Web server fingerprint


It was only a matter of time until the first queries for tools like https://www.shodan.io to search for Open Peer Power instances showed up.

To get an idea about how your Open Peer Power instance looks to a network scanner, you can use nmap. The nmap tool is already available if you are using the Nmap device tracker.

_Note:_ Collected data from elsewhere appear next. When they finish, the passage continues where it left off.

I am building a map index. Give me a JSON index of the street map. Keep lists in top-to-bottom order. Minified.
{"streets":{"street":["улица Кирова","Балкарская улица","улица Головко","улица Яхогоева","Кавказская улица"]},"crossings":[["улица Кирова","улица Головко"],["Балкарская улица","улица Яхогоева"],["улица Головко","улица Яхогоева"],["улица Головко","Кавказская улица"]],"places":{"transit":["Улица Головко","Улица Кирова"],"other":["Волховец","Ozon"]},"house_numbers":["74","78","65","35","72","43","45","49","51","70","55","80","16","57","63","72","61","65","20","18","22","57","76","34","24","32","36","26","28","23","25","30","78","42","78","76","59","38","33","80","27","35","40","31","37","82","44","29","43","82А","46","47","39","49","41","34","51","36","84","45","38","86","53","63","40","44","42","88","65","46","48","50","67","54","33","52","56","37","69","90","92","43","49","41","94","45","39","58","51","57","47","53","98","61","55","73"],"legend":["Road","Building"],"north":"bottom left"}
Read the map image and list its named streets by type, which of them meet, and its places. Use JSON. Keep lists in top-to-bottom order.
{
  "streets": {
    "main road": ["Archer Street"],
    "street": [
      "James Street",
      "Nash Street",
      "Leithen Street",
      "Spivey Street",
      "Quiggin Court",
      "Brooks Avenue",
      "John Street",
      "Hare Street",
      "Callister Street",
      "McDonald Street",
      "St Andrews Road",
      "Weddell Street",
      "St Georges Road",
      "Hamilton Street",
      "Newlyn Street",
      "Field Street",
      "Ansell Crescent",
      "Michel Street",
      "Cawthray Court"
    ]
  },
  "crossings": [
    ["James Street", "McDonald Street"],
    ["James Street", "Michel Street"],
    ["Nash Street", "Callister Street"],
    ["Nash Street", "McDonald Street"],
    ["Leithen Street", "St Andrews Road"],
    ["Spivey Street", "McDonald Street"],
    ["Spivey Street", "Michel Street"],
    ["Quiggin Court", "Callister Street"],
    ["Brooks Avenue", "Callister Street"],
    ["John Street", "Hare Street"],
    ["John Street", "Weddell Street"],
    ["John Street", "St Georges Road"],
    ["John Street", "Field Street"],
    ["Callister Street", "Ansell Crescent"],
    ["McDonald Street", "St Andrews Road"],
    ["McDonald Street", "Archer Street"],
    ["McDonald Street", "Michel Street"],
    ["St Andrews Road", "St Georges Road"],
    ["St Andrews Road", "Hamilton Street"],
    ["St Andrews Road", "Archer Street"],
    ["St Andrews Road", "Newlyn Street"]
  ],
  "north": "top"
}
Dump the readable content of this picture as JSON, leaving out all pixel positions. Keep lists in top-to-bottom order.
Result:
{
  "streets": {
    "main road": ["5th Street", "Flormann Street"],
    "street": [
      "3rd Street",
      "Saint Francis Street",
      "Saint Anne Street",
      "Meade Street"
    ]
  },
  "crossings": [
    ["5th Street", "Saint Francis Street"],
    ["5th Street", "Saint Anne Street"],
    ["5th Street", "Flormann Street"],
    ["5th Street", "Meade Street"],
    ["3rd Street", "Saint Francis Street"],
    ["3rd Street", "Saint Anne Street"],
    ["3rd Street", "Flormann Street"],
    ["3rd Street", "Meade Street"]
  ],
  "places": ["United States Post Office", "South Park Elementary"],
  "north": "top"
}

$ nmap -sV -p 8123 --script=http-title,http-headers 192.168.0.3

Starting Nmap 7.60 ( https://nmap.org ) at 2018-05-29 18:16 CEST
Nmap scan report for 192.168.0.3
Host is up (0.0058s latency).

PORT     STATE SERVICE VERSION
8123/tcp open  http    aiohttp 3.1.3 (Python 3.6)
| http-headers: 
|   Content-Type: text/html; charset=utf-8
|   Content-Length: 3073
|   Date: Tue, 29 May 2018 16:16:50 GMT
|   Server: Python/3.6 aiohttp/3.1.3
|   Connection: close
|   
|_  (Request type: GET)
|_http-server-header: Python/3.6 aiohttp/3.1.3
|_http-title: Open Peer Power

Service detection performed. Please report any incorrect results at https://nmap.org/submit/ .
Nmap done: 1 IP address (1 host up) scanned in 12.13 seconds

We don’t have an unique server banner but in combination with the HTML title Open Peer Power, is it simple to identify Open Peer Power instances.

$ nc 192.168.0.3 8123
GET / HTTP/1.1
host: localhost

HTTP/1.1 200 OK
Server: Python/3.6 aiohttp/3.1.3
[...]

One option to avoid this exposure is using a reverse proxy.